BN: What should development teams be doing to make the most of DevSecOps?
EW: Development teams should be part of decision making when adopting policies and technologies. When they have influence in the security process, adoption rates are higher and friction is lower. Effective DevSecOps also relies deeply on automation. With the proliferation of generative AI, organizations should be embracing AI-informed automation that assists in fixing code problems. However, embracing AI does not mean relying on it blindly. I'm not suggesting everyone start asking Chat GPT to 'fix my code' and hope for the best. Generative AI is only as good as the information it is trained on, so implementing the right guardrails when relying on AI is important. This will help eliminate backlogs, relieve the security burden on development teams, make applications more secure and release new innovations faster.
BN: How do you see the future for DevSecOps?
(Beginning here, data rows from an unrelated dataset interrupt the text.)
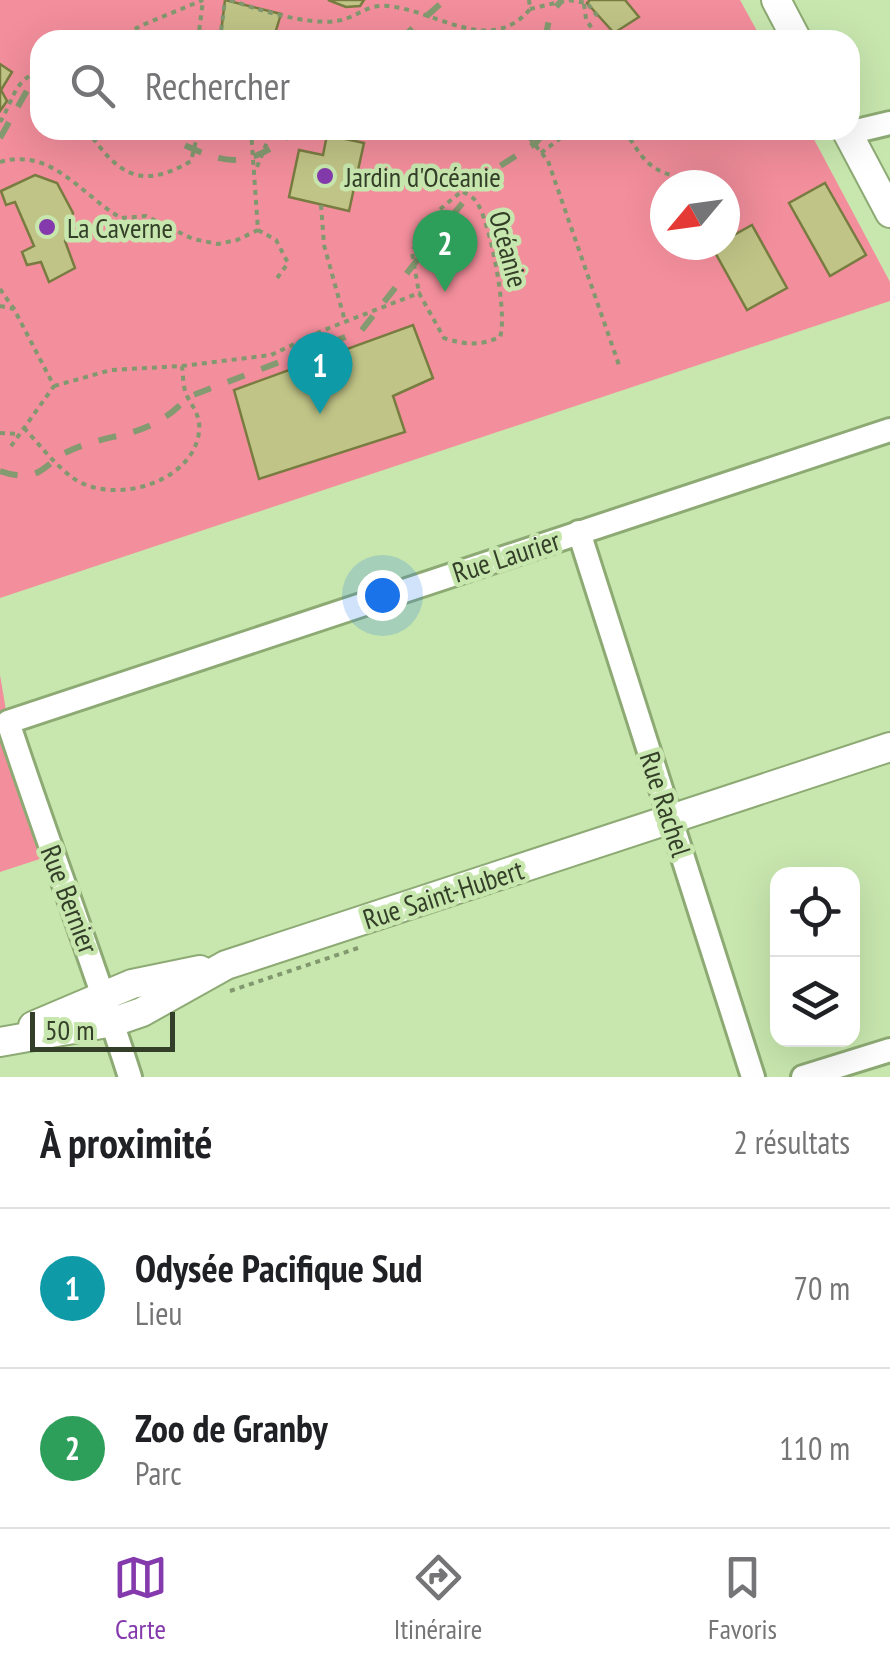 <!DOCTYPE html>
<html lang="fr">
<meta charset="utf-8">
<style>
body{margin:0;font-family:"PT Sans Narrow",sans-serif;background:#f6f6f6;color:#202124}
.controls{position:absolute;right:30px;bottom:30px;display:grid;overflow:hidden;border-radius:20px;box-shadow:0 10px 40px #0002}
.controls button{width:90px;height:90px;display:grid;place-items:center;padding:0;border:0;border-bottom:2px solid #e0e0e0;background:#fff;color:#202124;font:50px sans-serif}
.compass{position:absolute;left:650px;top:170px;width:90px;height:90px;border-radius:50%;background:#fff;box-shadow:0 10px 40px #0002;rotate:241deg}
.scale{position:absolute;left:30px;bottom:25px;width:145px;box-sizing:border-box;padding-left:10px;border:5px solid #333f28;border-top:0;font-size:28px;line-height:35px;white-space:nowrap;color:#333f28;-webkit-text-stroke:8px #c8e7ae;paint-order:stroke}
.you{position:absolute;left:382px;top:595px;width:35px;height:35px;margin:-25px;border:8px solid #fff;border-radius:50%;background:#1a73e8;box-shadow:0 0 0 15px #1a73e833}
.badge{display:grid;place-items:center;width:65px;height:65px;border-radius:50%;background:#843aac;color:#fff;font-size:32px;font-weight:700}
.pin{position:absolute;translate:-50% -82px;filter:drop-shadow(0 2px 5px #0008)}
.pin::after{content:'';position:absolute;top:52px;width:35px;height:30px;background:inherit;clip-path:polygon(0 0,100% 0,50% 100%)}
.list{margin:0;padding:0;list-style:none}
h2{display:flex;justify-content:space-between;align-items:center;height:130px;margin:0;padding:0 40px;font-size:42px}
h2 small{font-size:32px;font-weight:400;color:#757577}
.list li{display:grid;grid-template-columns:65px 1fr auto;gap:30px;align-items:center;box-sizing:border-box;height:160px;padding:0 40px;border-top:2px solid #e0e0e0}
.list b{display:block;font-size:38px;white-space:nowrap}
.list p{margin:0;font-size:32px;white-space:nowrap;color:#757577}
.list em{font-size:32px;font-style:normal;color:#757577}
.icon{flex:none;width:55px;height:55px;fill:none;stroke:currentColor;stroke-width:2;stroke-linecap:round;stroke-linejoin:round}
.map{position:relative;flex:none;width:890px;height:1077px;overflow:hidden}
.search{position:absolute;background:#fff;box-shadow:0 10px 40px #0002;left:30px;right:30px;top:30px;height:110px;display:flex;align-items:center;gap:25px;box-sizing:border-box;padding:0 35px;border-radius:30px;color:#757577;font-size:38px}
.sheet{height:450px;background:#fff}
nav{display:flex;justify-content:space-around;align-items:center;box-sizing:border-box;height:140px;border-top:2px solid #e0e0e0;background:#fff;font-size:28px;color:#757577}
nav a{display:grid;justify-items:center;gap:5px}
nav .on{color:#843aac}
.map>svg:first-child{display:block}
.green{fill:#f38e9c;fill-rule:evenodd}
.building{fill:#c0c486;stroke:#797c40;stroke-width:2.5}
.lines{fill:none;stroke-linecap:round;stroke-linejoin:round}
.minor-casing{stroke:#8daa74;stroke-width:28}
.tertiary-casing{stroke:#8daa74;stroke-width:32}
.path{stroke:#82986f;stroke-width:4;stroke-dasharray:5 5;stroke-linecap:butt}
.minor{stroke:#fff;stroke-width:22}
.tertiary{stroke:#fff;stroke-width:28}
.rail{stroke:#849a70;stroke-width:6;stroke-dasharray:18 18;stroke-linecap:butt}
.poi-dot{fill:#843aac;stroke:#c8e7ae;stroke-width:4}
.labels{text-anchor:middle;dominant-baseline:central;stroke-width:9;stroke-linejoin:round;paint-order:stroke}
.poi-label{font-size:28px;fill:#333f28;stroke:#c8e7ae;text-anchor:start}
.street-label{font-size:28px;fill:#333f28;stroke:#c8e7ae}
</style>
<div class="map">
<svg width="890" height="1077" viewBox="0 0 890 1077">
<rect width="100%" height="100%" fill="#c8e7ae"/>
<g class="green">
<path d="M0,0H740L762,40H40V130H809L890,282V301L0,598ZM665,185H725V245H665Z"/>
<polygon points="0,675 8,722 52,855 0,872"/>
</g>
<g class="building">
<polygon points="225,0 281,14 273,40 220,40"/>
<polygon points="328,0 364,0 360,6 346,7"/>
<polygon points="590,0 625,0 639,17 614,33 587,3"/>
<polygon points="0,64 12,72 1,90 7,101 0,111"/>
<polygon points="327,135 364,143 349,211 289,197 299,150 323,155"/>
<polygon points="35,175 57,183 73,213 65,241 75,268 49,282 41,262 27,265 22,252 34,246 15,202 6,205 1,191"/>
<polygon points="825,183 866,255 830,276 789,203"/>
<polygon points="752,225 787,288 747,310 712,247 725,245 725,240"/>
<polygon points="413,325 433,378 393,396 405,432 259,479 234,390"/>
</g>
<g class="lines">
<defs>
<g id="minor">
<polyline points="848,133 890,123"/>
<polyline points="579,532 753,1077"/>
<path d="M130,1077C92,958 47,841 8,722L890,430"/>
<polyline points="803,1077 890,1050"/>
</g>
<g id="tertiary">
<polyline points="776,0 797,40"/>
<polyline points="846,130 890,213"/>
<polyline points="33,1026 132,984 200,970"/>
<polyline points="0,1042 113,1022 142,1012 226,965 890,747"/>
</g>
</defs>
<use href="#minor" class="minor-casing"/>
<use href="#tertiary" class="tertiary-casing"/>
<g class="path">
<path d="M230,0C259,10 306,25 336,21C355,19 366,4 387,6C437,10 490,57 530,9L529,0"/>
<polyline points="584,4 586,19 599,40"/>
<polyline points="530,9 568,0 587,3 599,18"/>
<polyline points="118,40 140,26 203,0"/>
<polyline points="198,40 203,0"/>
<polyline points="220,40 225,0"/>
<path d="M0,122C13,102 14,78 40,72"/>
<path d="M87,130C118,174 140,191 191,161L196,141L191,130"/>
<polyline points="523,130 548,161 619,365"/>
<path d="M625,130C651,176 658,171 707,185"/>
<polyline points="342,138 346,130"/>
<polyline points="541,153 571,130"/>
<path d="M0,162C52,147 81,195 121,218L146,216L193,239L218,244L237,240L258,230L251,130"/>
<polyline points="257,167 272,130"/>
<polyline points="321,205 324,245 345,321"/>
<polyline points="258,230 276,240 288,263 275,281"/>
<polyline points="0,289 14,309"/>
<polyline points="0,306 14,309 54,386 9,449"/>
<path d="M182,366L271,355L324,330L419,293L444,338C466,345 479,346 500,337C508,314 490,220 476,201C472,196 466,194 462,191L439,210L433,226L419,236L412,253L419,293"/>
<path d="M24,428C39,444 55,465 73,478C113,506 193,483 199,432C201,416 193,408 187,396C183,388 183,375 182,366L111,370L54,386"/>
<polyline points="0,433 19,434"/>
<polyline points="230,991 358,948"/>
</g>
<use href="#minor" class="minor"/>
<use href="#tertiary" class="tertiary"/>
<g class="rail">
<polyline points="399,40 445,0"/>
<polyline points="545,40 550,14 562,0"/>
<path d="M152,130C214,157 237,181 295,130"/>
<polyline points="0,138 29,87 40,83"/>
<path d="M0,471C9,474 21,477 30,475C44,472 51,461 63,454C111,429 146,443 188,397L361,331L483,177L536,143L546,130"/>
</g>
</g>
<g class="poi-dot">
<circle cx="325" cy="176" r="10"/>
<circle cx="47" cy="227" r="10"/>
</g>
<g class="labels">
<g class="poi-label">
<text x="345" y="176">Jardin d'Océanie</text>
<text x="67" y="227">La Caverne</text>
</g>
<g class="street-label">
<text transform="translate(509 249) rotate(75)">Océanie</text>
<text transform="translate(506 556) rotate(-18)">Rue Laurier</text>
<text transform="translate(666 804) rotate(72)">Rue Rachel</text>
<text transform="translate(443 894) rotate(-18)">Rue Saint-Hubert</text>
<text transform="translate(70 899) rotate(69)">Rue Bernier</text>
</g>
</g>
</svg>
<div class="controls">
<button><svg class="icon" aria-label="locate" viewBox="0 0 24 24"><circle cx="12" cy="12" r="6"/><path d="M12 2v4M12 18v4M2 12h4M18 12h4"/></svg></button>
<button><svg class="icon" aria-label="layers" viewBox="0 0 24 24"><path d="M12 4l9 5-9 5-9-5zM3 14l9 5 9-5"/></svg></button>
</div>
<svg class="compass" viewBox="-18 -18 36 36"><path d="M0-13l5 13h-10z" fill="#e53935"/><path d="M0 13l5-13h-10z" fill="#757577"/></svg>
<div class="scale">50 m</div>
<div class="you"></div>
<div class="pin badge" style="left:320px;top:414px;background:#0f9aa8">1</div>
<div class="pin badge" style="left:445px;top:292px;background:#2e9e5b">2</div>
<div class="search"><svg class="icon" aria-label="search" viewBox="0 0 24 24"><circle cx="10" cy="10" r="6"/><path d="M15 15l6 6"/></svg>Rechercher</div>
</div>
<section class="sheet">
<h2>À proximité<small>2 résultats</small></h2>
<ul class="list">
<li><span class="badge" style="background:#0f9aa8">1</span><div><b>Odysée Pacifique Sud</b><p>Lieu</p></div><em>70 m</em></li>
<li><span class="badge" style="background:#2e9e5b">2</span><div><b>Zoo de Granby</b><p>Parc</p></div><em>110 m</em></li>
</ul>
</section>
<nav>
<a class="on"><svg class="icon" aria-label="map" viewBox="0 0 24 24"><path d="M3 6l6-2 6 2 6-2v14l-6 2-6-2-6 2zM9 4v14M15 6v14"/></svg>Carte</a>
<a><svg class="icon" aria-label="directions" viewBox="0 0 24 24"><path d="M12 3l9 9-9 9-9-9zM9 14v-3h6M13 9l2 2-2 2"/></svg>Itinéraire</a>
<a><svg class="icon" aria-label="saved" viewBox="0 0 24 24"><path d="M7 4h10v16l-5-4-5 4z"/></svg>Favoris</a>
</nav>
EW: Success will require delivering on the true spirit of the term -- Dev (innovation), Sec (securing applications to protect the organization and its customers) and Ops (driving business forward, efficiently). For DevSecOps to succeed, security and development need to be prioritized equally, and executed cohesively. This requires synergy between the two teams, and compromise to accommodate expectations and workflows on both sides. There will never be enough people or processes to achieve harmony between these three goals, and we'll only find more issues as application scanning capabilities advance. Technology will have to carry the load in this equation and shift from simply finding more problems to providing the fixes for them.